CrystalDiskMark 3.0 Tests
Each of our tests with the Crucial m4 SSD were consistent, and the best results obtained were used in the chart below. Sequential tests on this Marvell solid state drive produced a maximum read speed of 410.0 MB/s while the write speed was 277.0 MB/s, compared to 500.6 and 300.5 MB/s for the OCZ Vertex 3.
CrystalDiskMark 3.0 reported 512K results of 329.9 MB/s read and 276.9 MB/s write performance, which compares to 440.0 MB/s read and 295.6 MB/s write for the SandForce SF-2281 SSD. 4K tests produced 21.68 MB/s read and 68.94 write performance, while the OCZ Vertex 3 produced 33.33 MB/s reads and 80.11 writes.

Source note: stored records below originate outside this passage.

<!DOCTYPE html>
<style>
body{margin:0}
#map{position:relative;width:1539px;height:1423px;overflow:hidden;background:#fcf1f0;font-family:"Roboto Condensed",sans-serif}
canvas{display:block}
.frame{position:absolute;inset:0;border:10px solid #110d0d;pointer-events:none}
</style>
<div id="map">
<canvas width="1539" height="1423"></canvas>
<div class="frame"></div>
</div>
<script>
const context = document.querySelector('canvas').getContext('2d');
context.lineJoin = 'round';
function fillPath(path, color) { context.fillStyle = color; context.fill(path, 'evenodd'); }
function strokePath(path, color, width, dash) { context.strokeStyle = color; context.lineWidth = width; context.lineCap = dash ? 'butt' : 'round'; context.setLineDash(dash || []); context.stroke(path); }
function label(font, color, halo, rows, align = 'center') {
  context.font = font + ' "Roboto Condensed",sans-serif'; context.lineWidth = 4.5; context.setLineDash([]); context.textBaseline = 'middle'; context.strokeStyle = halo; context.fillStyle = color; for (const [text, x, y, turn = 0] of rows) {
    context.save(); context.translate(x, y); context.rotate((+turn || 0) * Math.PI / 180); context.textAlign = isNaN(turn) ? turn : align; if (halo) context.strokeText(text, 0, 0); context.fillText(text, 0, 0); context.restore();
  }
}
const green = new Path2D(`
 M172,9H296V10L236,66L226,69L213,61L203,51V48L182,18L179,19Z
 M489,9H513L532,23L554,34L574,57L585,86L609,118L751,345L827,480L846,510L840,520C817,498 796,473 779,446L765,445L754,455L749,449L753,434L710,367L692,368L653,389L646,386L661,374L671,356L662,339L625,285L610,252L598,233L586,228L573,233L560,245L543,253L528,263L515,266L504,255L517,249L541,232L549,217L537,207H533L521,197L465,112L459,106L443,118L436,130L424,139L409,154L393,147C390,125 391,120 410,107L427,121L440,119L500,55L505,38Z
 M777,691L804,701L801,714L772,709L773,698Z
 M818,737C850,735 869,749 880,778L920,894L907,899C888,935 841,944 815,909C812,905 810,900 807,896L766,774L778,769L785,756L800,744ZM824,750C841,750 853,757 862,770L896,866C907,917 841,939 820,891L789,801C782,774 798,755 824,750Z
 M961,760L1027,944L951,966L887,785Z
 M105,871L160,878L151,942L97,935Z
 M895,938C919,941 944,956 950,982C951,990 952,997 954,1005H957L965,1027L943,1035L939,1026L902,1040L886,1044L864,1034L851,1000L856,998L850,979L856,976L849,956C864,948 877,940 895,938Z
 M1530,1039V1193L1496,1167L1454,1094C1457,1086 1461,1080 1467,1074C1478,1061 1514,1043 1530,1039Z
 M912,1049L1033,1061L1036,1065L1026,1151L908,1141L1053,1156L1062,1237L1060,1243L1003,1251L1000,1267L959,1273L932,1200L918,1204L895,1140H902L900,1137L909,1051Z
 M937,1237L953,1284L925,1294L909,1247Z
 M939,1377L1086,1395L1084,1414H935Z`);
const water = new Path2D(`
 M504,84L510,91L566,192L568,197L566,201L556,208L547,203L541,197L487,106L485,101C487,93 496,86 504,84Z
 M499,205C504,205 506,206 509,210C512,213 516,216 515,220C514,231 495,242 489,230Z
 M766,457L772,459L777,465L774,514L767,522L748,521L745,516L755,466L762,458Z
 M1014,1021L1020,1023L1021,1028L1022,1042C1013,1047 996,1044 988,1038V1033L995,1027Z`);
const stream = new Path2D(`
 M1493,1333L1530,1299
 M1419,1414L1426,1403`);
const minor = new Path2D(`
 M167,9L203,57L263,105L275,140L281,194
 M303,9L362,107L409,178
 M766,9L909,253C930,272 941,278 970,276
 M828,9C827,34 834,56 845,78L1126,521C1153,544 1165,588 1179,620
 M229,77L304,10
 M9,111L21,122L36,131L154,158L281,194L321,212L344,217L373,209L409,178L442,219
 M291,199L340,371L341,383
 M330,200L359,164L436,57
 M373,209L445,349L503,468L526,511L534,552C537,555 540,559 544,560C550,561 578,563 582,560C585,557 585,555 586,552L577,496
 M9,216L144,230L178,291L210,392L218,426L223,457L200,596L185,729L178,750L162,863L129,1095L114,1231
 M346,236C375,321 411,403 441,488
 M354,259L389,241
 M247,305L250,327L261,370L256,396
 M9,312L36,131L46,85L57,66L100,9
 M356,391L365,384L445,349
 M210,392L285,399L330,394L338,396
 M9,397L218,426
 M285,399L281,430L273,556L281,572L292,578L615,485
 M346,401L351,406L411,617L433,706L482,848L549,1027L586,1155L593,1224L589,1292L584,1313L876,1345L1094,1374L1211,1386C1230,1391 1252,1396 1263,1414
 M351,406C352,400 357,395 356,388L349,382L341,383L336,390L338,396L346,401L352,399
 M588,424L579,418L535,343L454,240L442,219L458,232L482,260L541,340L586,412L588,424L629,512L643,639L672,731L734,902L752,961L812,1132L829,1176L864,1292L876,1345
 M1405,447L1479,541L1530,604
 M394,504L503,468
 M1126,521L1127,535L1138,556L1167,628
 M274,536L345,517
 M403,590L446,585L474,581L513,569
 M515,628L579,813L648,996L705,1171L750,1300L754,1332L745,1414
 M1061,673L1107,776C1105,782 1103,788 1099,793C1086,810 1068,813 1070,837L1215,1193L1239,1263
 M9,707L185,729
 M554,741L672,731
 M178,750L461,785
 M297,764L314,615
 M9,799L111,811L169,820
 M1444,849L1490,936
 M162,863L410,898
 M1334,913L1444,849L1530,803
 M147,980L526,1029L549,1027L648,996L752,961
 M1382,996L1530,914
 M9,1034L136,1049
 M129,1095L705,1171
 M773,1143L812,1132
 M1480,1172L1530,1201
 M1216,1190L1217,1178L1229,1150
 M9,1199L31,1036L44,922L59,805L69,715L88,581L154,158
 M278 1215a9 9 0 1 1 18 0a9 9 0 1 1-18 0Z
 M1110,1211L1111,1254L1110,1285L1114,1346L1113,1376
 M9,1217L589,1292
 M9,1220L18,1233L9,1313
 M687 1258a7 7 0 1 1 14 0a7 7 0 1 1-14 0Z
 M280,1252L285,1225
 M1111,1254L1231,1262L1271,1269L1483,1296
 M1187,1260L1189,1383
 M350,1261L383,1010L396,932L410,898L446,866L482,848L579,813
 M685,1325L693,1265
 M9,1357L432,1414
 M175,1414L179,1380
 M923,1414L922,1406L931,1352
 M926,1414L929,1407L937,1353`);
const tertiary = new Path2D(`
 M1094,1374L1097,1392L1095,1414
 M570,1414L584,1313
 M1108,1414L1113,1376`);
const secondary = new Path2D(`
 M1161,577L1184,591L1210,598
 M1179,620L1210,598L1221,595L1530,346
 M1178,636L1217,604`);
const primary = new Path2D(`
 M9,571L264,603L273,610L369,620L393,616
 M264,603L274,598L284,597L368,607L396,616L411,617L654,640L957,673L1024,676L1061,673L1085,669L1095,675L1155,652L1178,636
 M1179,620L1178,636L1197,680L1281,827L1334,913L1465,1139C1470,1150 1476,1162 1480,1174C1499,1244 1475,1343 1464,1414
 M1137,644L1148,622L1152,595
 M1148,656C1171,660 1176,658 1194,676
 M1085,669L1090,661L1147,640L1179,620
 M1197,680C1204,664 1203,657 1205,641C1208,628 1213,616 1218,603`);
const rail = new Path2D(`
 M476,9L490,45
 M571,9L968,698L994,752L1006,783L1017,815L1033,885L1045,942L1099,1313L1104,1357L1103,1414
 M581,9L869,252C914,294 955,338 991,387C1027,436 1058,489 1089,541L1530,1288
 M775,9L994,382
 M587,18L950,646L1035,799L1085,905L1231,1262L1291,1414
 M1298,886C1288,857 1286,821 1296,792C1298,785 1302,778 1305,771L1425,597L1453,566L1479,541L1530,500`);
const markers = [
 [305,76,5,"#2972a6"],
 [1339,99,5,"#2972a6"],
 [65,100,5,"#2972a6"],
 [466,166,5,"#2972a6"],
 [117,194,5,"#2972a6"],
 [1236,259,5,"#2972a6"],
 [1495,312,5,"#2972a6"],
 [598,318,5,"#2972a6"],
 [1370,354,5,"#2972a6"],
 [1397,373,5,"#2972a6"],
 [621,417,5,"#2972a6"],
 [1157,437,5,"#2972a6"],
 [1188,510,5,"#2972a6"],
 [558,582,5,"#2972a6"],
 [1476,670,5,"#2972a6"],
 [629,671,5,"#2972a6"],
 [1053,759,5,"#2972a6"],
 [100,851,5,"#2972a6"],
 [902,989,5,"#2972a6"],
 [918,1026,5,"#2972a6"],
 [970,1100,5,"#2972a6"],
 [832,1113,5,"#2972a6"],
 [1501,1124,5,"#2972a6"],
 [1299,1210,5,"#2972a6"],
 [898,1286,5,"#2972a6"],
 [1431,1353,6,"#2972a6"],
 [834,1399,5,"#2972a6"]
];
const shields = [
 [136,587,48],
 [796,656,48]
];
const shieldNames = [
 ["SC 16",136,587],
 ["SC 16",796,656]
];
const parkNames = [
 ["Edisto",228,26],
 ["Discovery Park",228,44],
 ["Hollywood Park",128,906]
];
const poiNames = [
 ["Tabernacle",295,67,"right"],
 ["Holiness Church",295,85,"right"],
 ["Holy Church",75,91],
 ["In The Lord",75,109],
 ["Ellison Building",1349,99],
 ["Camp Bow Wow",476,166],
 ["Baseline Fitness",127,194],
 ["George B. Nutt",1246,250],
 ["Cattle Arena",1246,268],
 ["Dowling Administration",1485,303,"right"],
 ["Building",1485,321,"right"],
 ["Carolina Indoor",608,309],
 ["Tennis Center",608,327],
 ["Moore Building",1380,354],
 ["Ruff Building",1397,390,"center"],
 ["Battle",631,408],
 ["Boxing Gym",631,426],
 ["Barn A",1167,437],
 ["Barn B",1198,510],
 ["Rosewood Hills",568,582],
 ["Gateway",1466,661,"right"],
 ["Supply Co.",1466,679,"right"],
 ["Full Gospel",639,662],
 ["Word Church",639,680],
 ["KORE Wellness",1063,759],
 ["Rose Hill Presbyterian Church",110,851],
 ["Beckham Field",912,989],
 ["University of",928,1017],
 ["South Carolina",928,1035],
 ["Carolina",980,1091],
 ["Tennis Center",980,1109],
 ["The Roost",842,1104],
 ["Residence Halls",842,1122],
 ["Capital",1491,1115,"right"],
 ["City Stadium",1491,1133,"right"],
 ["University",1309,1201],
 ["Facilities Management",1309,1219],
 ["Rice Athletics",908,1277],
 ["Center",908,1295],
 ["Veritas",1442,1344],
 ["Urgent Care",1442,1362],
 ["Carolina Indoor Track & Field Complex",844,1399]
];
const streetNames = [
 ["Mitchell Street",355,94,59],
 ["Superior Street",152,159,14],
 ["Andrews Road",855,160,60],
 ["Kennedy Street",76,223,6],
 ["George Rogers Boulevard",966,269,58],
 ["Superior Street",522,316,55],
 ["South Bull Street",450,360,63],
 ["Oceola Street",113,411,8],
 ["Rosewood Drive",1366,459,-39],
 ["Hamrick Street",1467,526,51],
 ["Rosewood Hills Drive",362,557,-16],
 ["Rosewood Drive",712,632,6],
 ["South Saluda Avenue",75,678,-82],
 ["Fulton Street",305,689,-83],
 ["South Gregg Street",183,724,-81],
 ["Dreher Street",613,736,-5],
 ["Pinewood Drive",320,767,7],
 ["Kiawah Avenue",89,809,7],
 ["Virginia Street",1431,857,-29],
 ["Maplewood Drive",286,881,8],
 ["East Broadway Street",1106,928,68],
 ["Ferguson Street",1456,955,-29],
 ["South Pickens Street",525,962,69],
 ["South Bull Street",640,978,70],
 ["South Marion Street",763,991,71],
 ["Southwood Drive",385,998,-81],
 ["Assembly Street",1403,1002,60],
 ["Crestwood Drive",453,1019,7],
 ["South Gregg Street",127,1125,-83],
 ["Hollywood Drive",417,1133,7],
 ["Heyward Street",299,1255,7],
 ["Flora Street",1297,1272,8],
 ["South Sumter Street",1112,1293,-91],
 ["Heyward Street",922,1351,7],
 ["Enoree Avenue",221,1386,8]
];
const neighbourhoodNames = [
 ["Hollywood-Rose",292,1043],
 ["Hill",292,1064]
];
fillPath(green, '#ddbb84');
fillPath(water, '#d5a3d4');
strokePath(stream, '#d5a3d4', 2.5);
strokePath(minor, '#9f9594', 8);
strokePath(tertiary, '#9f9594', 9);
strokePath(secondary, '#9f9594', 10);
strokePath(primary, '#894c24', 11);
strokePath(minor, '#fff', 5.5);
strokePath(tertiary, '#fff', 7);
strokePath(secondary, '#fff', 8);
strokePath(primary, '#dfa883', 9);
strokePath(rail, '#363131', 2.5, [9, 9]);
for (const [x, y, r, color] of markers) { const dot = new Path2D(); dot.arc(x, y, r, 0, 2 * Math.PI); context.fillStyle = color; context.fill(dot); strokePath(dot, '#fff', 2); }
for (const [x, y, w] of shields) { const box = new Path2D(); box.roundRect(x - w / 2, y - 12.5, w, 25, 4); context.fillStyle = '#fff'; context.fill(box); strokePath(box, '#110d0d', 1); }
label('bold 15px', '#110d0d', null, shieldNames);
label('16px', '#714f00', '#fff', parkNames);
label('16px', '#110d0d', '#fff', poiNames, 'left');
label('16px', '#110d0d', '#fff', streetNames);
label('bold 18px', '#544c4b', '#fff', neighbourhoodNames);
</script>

Based on our tests, it seems that performance emphasis has switched read and write priority when compared to the previous RealSSD C300 series. The new Crucial m4 SSD stands strong all on its own, but it's too soon to tell how well these minor tweaks appeal to consumers. Compared head-to-head, SandForce 2200 SSDs appear to offer better performance than Marvell 88SS9174 revisions, which could make it difficult for the Crucial m4/Micron RealSSD C400, as well as Strontium SSD Matrix, Intel SSD 510, Corsair Performance 3, and others to thrive.
For the Crucial m4 SSD to succeed it must be aggressively priced against the competition, but the five-year warranty certainly sweetens the deal. The complete Crucial m4 Solid State Drive review is goes into more detail on these points. Micron officially launched the Crucial m4 SSD on 26 April 2011, offering the following capacities: 64GB Model $150, 128GB Model $260, 256GB Model $520, 512GB Model $1000.